Monday, August 30, 2004

George Bernard Shaw, Saint Joan, 1923.

"O God that madest this beautiful earth, when will it be ready to receive Thy saints? How long, O Lord, how long?"

My first Shaw, and I got quite the kick out of this fun play. I'm still a little staggered by the depth and breadth of the stage directions; were someone to suggest to me that GBS would be a screenwriter in this day and age, I'd like as not agree, in this sate of mind.

While GBS suggested that Saint Joan was a play that did not treat Joan of Arc hagiographically, and while he's right that her human foibles are only too visible, it's still a play that challenges those encountering it to consider the nature of truth and of revelation.

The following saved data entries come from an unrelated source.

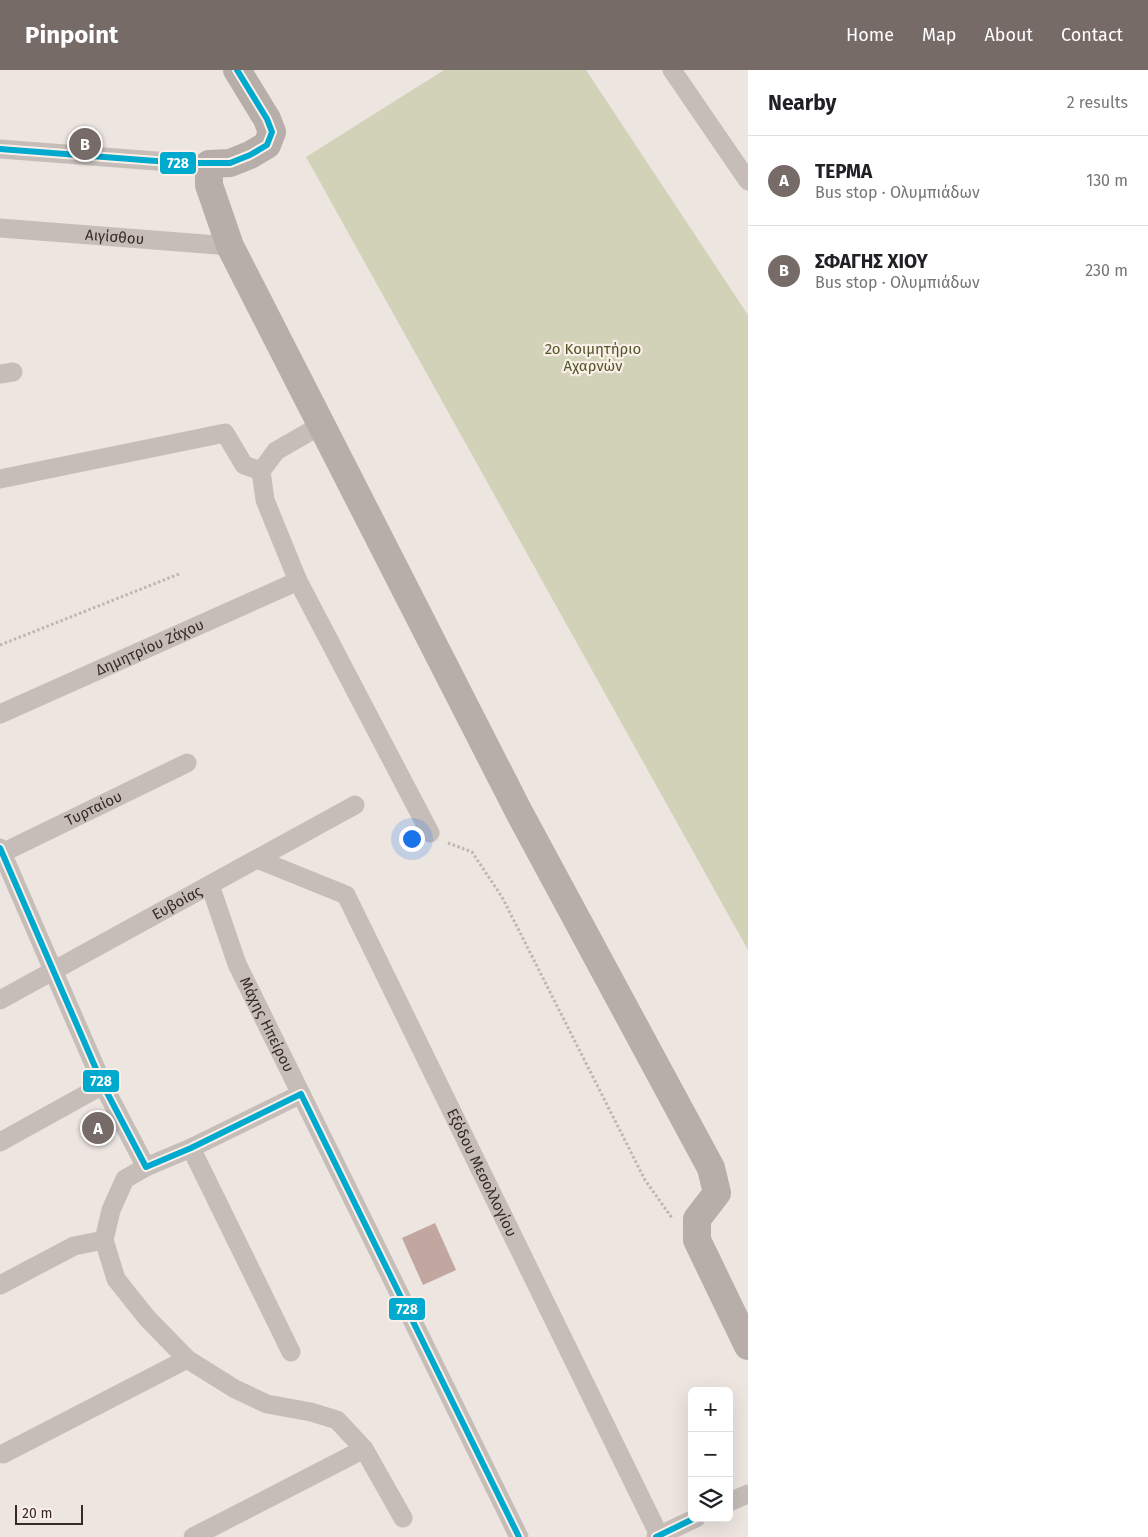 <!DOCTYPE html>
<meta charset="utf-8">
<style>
body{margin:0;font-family:"Fira Sans",sans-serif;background:#f2f2f2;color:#202124}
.controls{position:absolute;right:15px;bottom:15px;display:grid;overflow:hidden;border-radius:8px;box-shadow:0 5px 20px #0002}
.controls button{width:45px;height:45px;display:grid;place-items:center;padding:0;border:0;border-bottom:1px solid #e0e0e0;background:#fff;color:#202124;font:25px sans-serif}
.scale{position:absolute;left:15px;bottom:12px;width:68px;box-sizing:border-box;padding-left:5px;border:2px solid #372a27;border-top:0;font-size:14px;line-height:18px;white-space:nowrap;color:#372a27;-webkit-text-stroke:4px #fbefe7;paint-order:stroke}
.you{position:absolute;left:411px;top:768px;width:18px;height:18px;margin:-12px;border:4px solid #fff;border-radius:50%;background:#1a73e8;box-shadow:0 0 0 8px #1a73e833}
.badge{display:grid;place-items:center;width:32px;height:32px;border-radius:50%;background:#776b68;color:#fff;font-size:16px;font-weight:700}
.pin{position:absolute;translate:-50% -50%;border:2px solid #fff;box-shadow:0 1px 5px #0006}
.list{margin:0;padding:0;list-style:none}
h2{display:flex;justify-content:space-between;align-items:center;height:65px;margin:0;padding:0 20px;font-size:21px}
h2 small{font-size:16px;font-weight:400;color:#757577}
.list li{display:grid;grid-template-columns:32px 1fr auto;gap:15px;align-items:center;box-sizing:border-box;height:90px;padding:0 20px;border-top:1px solid #e0e0e0}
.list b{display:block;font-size:19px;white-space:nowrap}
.list p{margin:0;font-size:16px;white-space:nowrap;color:#757577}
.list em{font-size:16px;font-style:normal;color:#757577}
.icon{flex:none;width:28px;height:28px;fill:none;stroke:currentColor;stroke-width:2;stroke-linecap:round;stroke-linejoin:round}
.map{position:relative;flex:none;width:748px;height:1467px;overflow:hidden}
header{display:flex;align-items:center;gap:30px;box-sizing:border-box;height:70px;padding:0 25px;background:#776b68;color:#fff}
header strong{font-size:24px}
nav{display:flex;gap:28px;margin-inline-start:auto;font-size:18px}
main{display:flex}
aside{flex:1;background:#fff}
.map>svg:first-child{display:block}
.green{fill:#d2d2b9}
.building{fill:#c2a6a0}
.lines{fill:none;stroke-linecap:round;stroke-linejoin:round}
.path{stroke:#bfb6b1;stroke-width:3;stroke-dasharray:2.5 2.5;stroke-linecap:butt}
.street{stroke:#c6bdb9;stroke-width:19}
.secondary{stroke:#b7ada9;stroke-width:28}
.bus-1-casing{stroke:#fbefe7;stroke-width:10}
.bus-1{stroke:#00a9ce;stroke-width:6}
.labels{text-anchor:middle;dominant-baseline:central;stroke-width:4.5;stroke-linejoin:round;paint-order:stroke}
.street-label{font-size:15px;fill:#372a27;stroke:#fbefe7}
.park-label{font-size:15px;fill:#4d5729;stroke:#fbefe7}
.line-badge{stroke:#fbefe7;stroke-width:2}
.badge-label{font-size:14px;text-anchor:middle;font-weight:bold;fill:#fff}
</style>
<header>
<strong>Pinpoint</strong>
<nav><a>Home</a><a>Map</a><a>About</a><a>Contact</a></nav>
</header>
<main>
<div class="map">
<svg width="748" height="1467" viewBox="0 0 748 1467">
<rect width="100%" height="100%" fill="#ede5e0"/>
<path class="green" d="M444,0H586L748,245V880L306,87Z"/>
<path class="building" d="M435,1153L456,1200L423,1215L402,1168Z"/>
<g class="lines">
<path class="path" d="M0,575L179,504
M448,773L472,782L502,827L645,1110L672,1148"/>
<g class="street">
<path d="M672,0L748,111"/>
<path d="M0,79L182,93L209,94"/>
<path id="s1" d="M0,158L230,176"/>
<path d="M0,304L13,302"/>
<path d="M321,355L276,381L261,401L265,430L298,511L430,763"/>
<path d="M0,409L225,363L244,395L261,401"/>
<path id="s2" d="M0,644L298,511"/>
<path d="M0,778L103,1015L146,1097"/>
<path id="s3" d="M0,784L187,693"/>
<path id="s4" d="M257,789L346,825L660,1467"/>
<path id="s5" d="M210,815L237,894L519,1467"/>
<path id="s6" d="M0,930L355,735"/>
<path d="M301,1024L191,1078L146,1097L125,1109L111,1140L104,1170L116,1209L147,1248L187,1289L235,1319L267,1334L311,1342L337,1350L364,1379L403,1448"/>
<path d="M0,1072L103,1015"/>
<path d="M191,1078L291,1282"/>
<path d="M0,1215L74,1176L104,1170"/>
<path d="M3,1384L187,1289"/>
<path d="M729,1432L748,1424"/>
<path d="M193,1467L364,1379"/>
<path d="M656,1467L696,1448"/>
</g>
<path class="secondary" d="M237,0L267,49L272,62L267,75L250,85L230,93L209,94V115L230,176L520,744L711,1098L717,1123L697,1149V1170L748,1276"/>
<g class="bus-1-casing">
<path id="bus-1" d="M0,79L182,93H230L250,85L267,75L272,62L267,49L237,0
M0,778L103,1015L146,1097L191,1078L301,1024L519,1467
M656,1467L695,1448"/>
</g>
<use href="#bus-1" class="bus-1"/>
</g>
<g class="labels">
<g class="street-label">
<text stroke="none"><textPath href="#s1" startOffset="115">Αιγίσθου</textPath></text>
<text stroke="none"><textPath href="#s2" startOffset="164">Δημητρίου Ζάχου</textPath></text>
<text stroke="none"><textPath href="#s3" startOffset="104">Τυρταίου</textPath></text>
<text stroke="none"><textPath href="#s6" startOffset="202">Ευβοίας</textPath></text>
<text stroke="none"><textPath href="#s5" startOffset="151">Μάχης Ηπείρου</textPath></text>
<text stroke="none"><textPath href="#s4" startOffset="405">Εξόδου Μεσολλογίου</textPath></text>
</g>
<g class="park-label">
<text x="593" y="279">2ο Κοιμητήριο<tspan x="593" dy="17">Αχαρνών</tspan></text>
</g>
</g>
<g class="line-badge">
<rect x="159" y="81" width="38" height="24" rx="5" fill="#00a9ce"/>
<rect x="82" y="999" width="38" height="24" rx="5" fill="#00a9ce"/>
<rect x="388" y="1227" width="38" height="24" rx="5" fill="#00a9ce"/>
</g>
<g class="badge-label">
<text x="178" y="98">728</text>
<text x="101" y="1016">728</text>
<text x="407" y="1244">728</text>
</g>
</svg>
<div class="controls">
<button>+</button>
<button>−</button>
<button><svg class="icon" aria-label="layers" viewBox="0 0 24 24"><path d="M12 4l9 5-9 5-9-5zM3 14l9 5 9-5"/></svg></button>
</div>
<div class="scale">20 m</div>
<div class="you"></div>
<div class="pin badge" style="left:98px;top:1058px">A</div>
<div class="pin badge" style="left:85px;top:74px">B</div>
</div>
<aside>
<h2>Nearby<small>2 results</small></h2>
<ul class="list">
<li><span class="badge">A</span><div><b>ΤΕΡΜΑ</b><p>Bus stop · Ολυμπιάδων</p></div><em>130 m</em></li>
<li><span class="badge">B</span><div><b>ΣΦΑΓΗΣ ΧΙΟΥ</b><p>Bus stop · Ολυμπιάδων</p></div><em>230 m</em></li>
</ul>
</aside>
</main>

Despite the cynicism that is the Archbishop ("A miracle, my friend, is an event which creates faith. That is the purpose and nature of miracles. They may seem very wonderful to those who perform them. That does not matter: if they confirm or create faith they are true miracles... Frauds deceive. An event which creates faith does not deceive: therefore it is not a fraud, but a miracle"), despite the villainies of Cauchon and Warwick's chaplain, despite the self-interest of Warwick and the Inquisitor, the fervour of Courcelles, there is a sweetness to this play, not just in Joan but in the feeble Dauphin and in Brother Martin Ladvenu. The characters reveal something about the human condition, and the play holds attention with its clever wit.

Fun.

JOAN: I hear voices telling me what to do. They come from God.
ROBERT: They come from your imagination.
JOAN: Of course. That is how the messages of God come to us.